▸ **What needs to be done**
Within the material below, filter for lines that hold the word "tools".

[[ Data, beginning ]]

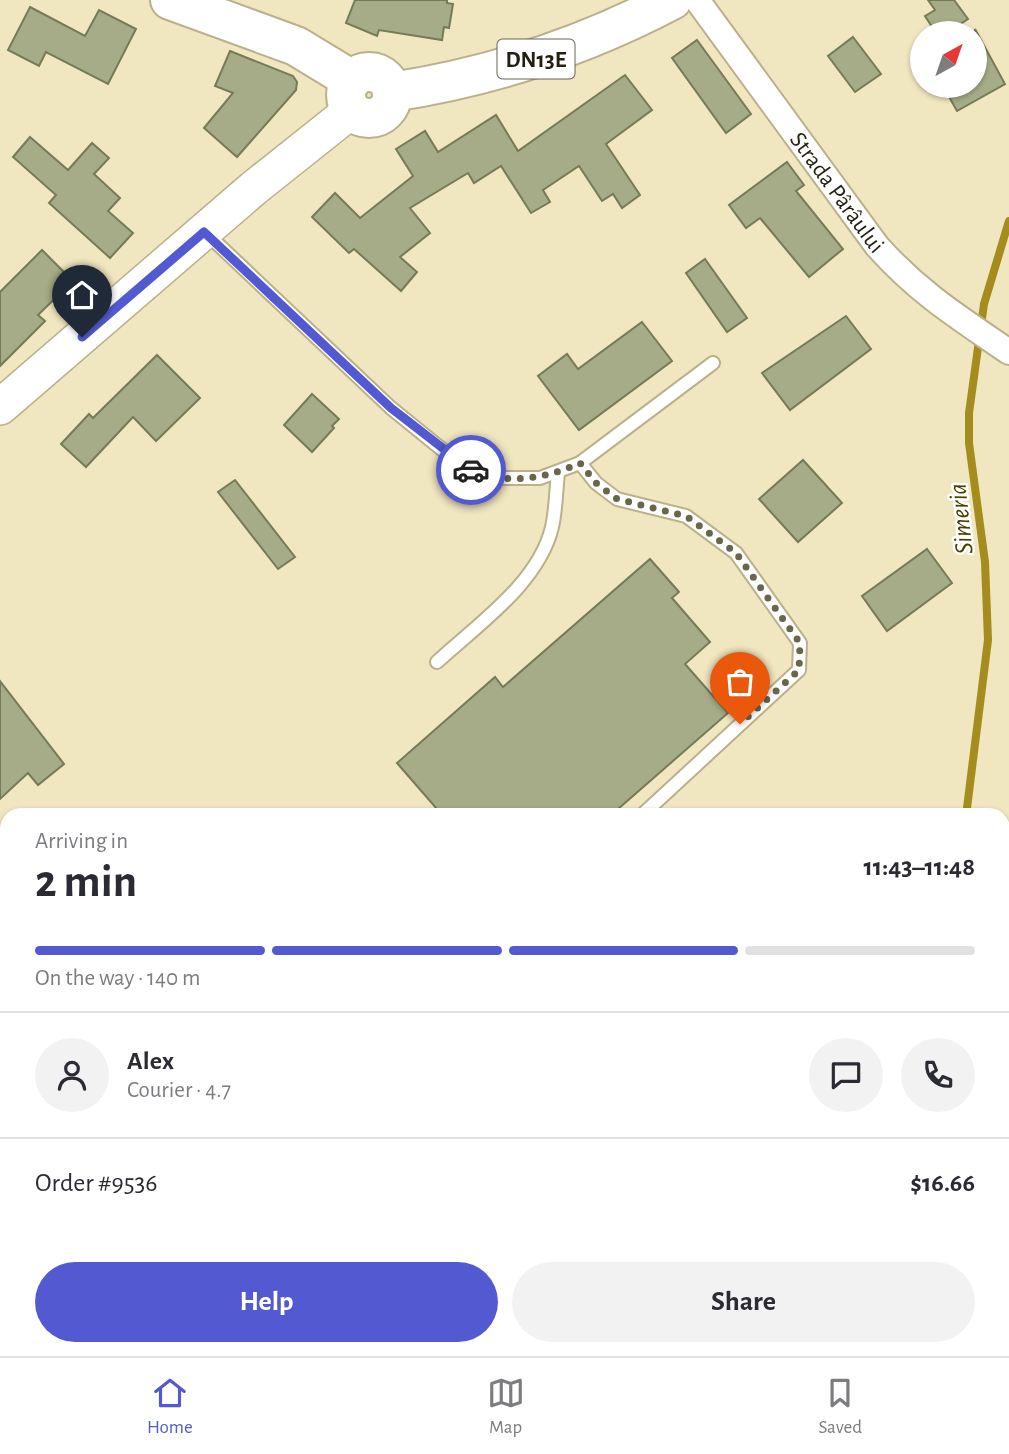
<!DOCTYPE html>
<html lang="en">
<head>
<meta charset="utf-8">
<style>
	:root { --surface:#fff; --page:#f2f2f3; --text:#2b2b33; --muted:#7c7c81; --line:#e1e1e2; --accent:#535ad1 }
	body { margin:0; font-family:"Alegreya Sans",sans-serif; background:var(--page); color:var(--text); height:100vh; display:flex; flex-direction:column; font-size:26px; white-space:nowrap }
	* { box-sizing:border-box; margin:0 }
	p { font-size:23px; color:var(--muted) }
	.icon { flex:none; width:38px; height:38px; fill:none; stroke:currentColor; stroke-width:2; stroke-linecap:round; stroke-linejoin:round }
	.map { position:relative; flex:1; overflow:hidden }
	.side { position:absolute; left:0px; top:808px; width:1010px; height:548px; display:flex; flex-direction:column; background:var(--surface); border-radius:21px 21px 0 0; box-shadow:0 2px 5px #0004 }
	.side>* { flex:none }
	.needle { width:46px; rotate:40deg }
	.tools { position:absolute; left:910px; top:21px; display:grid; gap:14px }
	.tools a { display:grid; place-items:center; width:77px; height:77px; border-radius:50%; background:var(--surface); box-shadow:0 2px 5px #0004; font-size:35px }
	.pin { position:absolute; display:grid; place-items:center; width:60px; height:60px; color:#fff; margin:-72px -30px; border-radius:50% 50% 50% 0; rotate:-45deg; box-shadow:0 0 7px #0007 }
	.pin .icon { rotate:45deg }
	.courier { position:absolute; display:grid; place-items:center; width:70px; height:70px; margin:-35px; border:5px solid #535ad1; border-radius:50%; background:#fff; color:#222; box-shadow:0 2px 9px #0007 }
	.head em { font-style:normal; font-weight:700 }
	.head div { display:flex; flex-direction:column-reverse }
	.head { display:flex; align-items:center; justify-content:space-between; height:119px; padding:0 35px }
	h1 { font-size:46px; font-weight:700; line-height:52px }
	.bar { display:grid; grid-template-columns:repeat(4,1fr); gap:10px 7px; align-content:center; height:84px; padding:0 35px }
	.bar i { height:9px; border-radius:5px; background:var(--line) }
	.bar .selected { background:var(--accent) }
	.bar p { grid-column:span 4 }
	.line { display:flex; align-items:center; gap:18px; padding:0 35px; border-top:2px solid var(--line) }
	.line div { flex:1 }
	.round { display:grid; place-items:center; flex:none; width:74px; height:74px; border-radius:37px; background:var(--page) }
	.button { display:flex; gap:14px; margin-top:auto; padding:14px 35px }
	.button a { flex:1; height:80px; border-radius:42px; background:var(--accent); color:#fff; font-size:28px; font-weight:700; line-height:80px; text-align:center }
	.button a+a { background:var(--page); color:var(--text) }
	.dock { display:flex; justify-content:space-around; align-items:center; height:98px; border-top:2px solid var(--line); background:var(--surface); font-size:19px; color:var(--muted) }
	.dock a { display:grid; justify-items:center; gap:4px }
	.dock .selected { color:var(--accent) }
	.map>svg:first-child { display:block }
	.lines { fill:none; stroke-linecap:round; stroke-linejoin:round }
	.stream { stroke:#a48c1d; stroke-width:8 }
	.building { fill:#a5ac87; stroke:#757b58; stroke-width:2 }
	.service-casing { stroke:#bab18c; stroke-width:16 }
	.minor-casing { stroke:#bab18c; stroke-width:28 }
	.secondary-casing { stroke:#bab18c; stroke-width:38 }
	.primary-casing { stroke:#bab18c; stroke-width:42 }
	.service { stroke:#fff; stroke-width:12 }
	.minor { stroke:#fff; stroke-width:24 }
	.secondary { stroke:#fff; stroke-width:35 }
	.primary { stroke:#fff; stroke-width:38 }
	.done { stroke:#6b654e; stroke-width:7; stroke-dasharray:0 12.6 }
	.route { stroke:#535ad1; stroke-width:9 }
	.labels { text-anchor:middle; stroke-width:5; stroke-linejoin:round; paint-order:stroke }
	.shield { fill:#fff; stroke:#656258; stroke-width:2 }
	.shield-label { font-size:23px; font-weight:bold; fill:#231f11 }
	.street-label { font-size:24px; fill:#231f11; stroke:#fff }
	.water-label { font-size:26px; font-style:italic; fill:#4a3e00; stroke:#fff }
</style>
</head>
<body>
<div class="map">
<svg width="1009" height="1356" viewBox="0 0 1009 1356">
	<rect width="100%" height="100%" fill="#f0e6c0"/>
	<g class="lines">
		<g class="stream">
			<path d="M966,816L988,640L985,562L969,443V413L984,304L1009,221"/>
			<path d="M898,1356V1349"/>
		</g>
	</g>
	<g class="building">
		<path d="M355,0H447V3L453,4L449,28L444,27L442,40L379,30L377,36L346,23Z"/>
		<path d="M928,0H954L968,19L947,33H936L925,16L935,10Z"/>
		<path d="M30,7L85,36L99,10L136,29L108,84L46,52L39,66L8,50Z"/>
		<path d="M975,29L1005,84L957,111L943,86H975Z"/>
		<path d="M853,37L881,74L855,92L828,56Z"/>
		<path d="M697,40L751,114L726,133L672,58Z"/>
		<path d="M230,51L293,76L297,82L296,90L237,157L204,128L233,93L215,86Z"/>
		<path d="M625,75L652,110L606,144L640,195L622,208L613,194L602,201L579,166L543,190L550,202L531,213L501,166L474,183L468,173L410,208L430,233L400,257L417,272L401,291L354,249L349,253L312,217L335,193L360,218L413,176L396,149L425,131L438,152L496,115L518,151Z"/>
		<path d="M30,137L68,170L92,143L109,158L94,174L120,198L108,211L133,233L110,258L49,203L56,195L13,157Z"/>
		<path d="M787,162L804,185L796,191L843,249L809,277L760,218L746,228L729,205Z"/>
		<path d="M42,250L73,281L38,315L45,321L0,366V292Z"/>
		<path d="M705,259L747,318L727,332L686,273Z"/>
		<path d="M846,316L871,349L790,410L762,373Z"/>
		<path d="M642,322L672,361L579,430L538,376L567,354L578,369Z"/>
		<path d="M157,355L200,398L156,441L133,417L86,467L61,444L89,414L93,418Z"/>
		<path d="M312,394L339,419L332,426L334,428L312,452L284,425Z"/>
		<path d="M803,460L842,503L798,542L759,499Z"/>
		<path d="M235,480L295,557L278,569L218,492Z"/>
		<path d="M927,549L952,583L887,631L862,596Z"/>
		<path d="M650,559L679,592L672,598L710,642L685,664L728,713L610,816H443L397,763L495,677L503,687Z"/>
		<path d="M0,681L64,764L38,785L28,773L0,799Z"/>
	</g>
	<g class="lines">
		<g class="service-casing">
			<g id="service">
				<path d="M206,233L391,408L465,468L490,478H540L580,463L713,363"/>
				<path d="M580,463L596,483L617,499L686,516L736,553L800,643L799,670L641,816"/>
				<path d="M437,662C477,625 539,583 552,527C556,510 556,490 558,473"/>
				<path d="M0,862L7,870"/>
				<path d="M363,1356L364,1349"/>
			</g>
		</g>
		<g class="minor-casing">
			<g id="minor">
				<path id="s1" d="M697,0L877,246C919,293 958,317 1009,352"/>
			</g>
		</g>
		<g class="secondary-casing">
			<path id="secondary" d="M0,407L254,188L352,110"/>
		</g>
		<g class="primary-casing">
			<g id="primary">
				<path d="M170,0L296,46L352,80"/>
				<circle cx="369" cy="95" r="23"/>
				<path d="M392,92C491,77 583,47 672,0"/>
			</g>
		</g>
		<use href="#service" class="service"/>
		<use href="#minor" class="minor"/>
		<use href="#secondary" class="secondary"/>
		<use href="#primary" class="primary"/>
	</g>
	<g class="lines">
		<path class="done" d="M471,470C508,485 544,479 580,463L596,483L617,499L686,516L736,553L800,643L799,670L740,724"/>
		<path class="route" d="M82,337L204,232L391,408L471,470"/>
	</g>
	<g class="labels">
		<rect class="shield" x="497.5" y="39.5" width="77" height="39" rx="5"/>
		<g class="shield-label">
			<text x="536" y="67">DN13E</text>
		</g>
		<g class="street-label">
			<text dy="8" stroke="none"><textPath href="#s1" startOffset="238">Strada Pârâului</textPath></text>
		</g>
		<g class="water-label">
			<text transform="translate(960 519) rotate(-96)" y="9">Simeria</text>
		</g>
	</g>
</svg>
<div class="tools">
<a><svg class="needle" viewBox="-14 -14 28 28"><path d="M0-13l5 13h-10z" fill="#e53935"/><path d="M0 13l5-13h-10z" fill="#7c7c81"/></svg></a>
</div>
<div class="pin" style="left:740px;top:724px;background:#ea580c"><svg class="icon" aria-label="bag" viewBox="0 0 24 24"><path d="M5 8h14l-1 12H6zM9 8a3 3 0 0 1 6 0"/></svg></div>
<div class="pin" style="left:82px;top:337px;background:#1f2937"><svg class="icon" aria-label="home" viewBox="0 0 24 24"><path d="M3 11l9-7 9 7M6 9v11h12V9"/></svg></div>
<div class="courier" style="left:471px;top:470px"><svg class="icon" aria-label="car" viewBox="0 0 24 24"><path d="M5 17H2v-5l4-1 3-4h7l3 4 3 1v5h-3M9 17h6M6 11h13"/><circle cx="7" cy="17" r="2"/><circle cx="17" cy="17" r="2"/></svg></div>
<section class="side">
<div class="head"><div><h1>2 min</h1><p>Arriving in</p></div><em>11:43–11:48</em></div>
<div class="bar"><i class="selected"></i><i class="selected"></i><i class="selected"></i><i></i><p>On the way · 140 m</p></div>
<div class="line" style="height:126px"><a class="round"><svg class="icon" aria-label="person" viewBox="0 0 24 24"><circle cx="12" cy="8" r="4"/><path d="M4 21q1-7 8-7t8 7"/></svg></a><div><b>Alex</b><p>Courier · 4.7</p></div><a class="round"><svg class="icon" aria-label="chat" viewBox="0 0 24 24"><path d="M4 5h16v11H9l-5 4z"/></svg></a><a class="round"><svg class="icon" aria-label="phone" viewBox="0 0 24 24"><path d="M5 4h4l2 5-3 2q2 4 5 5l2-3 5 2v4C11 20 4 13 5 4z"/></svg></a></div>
<div class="line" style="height:91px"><div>Order #9536</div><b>$16.66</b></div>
<div class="button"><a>Help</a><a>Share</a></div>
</section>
</div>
<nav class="dock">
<a class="selected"><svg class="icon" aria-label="home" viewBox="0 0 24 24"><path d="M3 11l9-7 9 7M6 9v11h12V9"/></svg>Home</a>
<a><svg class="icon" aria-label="map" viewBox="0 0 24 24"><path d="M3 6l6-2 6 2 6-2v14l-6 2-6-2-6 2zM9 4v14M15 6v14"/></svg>Map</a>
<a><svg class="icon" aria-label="saved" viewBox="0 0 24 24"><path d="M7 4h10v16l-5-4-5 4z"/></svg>Saved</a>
</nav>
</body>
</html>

[[ Data, end ]]

▸ **Final answer**
	.tools { position:absolute; left:910px; top:21px; display:grid; gap:14px }
	.tools a { display:grid; place-items:center; width:77px; height:77px; border-radius:50%; background:var(--surface); box-shadow:0 2px 5px #0004; font-size:35px }
<div class="tools">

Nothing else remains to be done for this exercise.